• What the exercise asks: Taking the first line of the listing as the start and the line containing "height:14px; margin:-7px; padding:0" as the end, reproduce everything in between exactly, both ends included.

(Records for this task begins)

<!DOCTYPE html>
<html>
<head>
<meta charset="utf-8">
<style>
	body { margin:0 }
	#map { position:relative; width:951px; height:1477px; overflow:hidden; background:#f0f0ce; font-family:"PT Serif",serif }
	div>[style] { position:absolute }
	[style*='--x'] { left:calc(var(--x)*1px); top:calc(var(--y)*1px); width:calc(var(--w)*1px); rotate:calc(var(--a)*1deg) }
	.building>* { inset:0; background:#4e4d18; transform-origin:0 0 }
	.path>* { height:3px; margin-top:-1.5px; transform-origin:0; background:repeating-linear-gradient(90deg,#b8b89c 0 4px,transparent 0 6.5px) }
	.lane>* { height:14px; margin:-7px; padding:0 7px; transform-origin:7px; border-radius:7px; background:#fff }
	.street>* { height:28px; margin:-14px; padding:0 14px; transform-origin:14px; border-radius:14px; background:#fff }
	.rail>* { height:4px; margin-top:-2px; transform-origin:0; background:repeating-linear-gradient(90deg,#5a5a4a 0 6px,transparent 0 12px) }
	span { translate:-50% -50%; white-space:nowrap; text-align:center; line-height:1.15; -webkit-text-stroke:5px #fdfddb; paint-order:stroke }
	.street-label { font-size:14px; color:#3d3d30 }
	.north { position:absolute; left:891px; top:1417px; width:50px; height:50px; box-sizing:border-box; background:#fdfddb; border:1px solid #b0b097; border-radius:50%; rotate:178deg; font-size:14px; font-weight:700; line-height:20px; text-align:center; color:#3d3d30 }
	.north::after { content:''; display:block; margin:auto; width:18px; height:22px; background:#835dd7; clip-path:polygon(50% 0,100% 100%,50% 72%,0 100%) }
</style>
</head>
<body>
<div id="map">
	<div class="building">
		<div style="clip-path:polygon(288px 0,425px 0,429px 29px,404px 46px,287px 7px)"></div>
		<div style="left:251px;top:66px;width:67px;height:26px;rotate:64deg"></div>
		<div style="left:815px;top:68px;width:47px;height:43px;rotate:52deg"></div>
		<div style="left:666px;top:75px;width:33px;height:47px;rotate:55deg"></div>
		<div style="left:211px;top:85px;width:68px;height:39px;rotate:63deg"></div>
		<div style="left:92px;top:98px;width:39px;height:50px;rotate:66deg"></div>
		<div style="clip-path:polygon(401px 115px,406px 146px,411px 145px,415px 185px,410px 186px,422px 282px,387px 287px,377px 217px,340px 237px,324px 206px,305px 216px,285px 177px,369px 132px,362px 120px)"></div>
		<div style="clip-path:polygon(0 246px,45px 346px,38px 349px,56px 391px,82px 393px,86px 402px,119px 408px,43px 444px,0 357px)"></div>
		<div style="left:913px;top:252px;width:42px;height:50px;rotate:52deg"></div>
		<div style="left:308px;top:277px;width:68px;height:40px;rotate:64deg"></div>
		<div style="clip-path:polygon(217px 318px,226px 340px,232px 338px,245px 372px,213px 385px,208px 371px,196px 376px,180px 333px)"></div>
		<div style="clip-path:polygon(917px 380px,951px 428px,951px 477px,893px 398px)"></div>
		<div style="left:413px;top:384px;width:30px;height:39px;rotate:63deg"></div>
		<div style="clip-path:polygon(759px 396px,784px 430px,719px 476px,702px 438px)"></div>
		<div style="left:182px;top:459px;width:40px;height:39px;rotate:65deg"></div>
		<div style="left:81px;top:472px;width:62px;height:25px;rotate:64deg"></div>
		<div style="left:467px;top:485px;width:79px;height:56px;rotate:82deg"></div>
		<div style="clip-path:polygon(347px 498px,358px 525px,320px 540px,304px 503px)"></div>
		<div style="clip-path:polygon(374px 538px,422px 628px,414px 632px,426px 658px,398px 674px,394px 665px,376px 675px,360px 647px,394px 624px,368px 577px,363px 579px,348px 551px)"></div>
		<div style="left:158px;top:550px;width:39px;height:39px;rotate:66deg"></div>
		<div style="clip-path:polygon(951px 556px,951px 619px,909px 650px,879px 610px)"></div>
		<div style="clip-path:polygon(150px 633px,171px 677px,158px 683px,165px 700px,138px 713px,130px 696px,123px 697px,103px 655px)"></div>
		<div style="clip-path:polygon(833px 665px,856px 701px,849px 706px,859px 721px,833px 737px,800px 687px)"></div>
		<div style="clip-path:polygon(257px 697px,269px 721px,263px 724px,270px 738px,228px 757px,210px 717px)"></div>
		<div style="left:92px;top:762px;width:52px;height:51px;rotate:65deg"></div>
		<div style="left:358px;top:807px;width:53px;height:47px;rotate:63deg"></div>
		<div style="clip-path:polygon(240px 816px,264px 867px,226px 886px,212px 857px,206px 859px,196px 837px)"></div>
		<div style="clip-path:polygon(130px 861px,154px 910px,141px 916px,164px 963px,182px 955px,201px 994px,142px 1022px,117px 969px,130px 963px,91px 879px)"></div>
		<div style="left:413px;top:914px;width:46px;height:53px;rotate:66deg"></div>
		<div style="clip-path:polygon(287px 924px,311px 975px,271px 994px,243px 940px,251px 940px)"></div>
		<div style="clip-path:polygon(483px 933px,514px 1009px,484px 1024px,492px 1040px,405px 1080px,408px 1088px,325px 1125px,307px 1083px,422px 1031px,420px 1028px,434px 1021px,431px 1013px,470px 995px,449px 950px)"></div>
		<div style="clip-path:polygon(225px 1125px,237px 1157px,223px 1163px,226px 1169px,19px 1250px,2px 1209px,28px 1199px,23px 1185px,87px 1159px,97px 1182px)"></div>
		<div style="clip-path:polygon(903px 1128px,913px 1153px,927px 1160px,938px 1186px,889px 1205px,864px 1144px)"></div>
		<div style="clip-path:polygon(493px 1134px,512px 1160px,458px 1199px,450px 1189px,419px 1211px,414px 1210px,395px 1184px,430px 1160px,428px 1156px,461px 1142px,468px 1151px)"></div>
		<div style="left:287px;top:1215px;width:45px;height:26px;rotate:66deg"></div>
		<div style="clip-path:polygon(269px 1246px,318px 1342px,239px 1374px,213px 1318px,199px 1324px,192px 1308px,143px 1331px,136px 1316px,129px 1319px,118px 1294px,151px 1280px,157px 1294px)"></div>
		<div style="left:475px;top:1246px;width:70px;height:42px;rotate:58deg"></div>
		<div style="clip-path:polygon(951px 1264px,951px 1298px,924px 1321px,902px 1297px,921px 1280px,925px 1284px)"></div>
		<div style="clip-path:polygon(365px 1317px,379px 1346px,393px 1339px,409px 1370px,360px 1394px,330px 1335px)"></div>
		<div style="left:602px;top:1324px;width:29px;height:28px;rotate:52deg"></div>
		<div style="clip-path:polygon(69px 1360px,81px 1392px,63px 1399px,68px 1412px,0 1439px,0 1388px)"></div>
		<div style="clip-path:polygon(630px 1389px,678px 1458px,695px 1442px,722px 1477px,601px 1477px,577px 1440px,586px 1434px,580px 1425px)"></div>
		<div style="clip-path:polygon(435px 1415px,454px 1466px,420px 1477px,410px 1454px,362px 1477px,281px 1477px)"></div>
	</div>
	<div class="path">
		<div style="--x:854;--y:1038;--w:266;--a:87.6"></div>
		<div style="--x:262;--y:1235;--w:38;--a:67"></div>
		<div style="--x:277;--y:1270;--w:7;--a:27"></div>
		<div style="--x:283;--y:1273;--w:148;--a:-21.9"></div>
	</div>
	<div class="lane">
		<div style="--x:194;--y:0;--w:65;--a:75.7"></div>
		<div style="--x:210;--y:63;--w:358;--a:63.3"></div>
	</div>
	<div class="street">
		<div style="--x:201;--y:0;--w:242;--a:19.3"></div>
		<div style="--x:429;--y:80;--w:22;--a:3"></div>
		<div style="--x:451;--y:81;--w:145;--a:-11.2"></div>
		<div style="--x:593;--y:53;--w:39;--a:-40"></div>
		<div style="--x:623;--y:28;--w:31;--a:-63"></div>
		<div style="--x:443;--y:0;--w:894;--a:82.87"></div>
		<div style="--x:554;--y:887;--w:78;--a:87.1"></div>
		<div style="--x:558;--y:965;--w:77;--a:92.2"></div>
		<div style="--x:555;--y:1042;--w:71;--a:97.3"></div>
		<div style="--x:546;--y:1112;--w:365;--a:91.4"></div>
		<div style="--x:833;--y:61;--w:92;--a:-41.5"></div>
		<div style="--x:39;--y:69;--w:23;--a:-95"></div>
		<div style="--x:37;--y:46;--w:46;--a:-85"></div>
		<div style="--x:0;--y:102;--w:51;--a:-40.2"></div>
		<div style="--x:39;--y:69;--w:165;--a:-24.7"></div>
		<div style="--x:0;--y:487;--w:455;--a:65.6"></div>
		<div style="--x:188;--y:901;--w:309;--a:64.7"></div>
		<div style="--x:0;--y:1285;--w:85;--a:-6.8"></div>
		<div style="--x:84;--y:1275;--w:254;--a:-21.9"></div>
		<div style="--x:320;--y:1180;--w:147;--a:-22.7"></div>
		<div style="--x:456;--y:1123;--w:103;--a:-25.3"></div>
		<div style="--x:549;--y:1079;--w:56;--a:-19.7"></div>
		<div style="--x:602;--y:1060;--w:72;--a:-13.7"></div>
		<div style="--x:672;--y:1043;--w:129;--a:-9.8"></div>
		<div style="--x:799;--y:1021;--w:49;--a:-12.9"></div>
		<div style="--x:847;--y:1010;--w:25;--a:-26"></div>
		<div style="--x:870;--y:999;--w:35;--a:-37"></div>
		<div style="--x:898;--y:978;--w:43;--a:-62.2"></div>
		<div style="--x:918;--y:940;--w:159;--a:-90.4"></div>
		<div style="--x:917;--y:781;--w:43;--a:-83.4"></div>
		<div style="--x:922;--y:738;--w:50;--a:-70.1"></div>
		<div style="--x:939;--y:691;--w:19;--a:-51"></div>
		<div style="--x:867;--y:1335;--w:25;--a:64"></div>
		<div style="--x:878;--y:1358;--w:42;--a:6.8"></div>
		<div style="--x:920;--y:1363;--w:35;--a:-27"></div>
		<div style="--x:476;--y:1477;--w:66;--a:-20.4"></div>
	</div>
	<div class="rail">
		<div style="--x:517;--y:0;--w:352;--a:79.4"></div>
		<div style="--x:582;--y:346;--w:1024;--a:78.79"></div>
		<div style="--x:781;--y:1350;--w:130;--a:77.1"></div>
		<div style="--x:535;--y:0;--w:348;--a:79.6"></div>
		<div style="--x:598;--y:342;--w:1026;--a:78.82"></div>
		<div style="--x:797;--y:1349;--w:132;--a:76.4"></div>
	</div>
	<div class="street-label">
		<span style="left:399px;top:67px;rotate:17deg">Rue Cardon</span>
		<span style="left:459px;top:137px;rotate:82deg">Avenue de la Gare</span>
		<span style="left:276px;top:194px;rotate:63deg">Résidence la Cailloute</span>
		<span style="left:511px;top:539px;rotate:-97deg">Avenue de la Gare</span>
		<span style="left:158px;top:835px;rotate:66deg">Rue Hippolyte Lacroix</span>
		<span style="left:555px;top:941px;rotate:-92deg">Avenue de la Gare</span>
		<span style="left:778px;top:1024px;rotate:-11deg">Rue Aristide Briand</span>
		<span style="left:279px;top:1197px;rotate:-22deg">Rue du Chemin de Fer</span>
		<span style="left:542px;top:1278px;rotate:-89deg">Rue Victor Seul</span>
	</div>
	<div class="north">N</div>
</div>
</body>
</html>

(Records for this task ends)

• Solution to the problem:
<!DOCTYPE html>
<html>
<head>
<meta charset="utf-8">
<style>
	body { margin:0 }
	#map { position:relative; width:951px; height:1477px; overflow:hidden; background:#f0f0ce; font-family:"PT Serif",serif }
	div>[style] { position:absolute }
	[style*='--x'] { left:calc(var(--x)*1px); top:calc(var(--y)*1px); width:calc(var(--w)*1px); rotate:calc(var(--a)*1deg) }
	.building>* { inset:0; background:#4e4d18; transform-origin:0 0 }
	.path>* { height:3px; margin-top:-1.5px; transform-origin:0; background:repeating-linear-gradient(90deg,#b8b89c 0 4px,transparent 0 6.5px) }
	.lane>* { height:14px; margin:-7px; padding:0 7px; transform-origin:7px; border-radius:7px; background:#fff }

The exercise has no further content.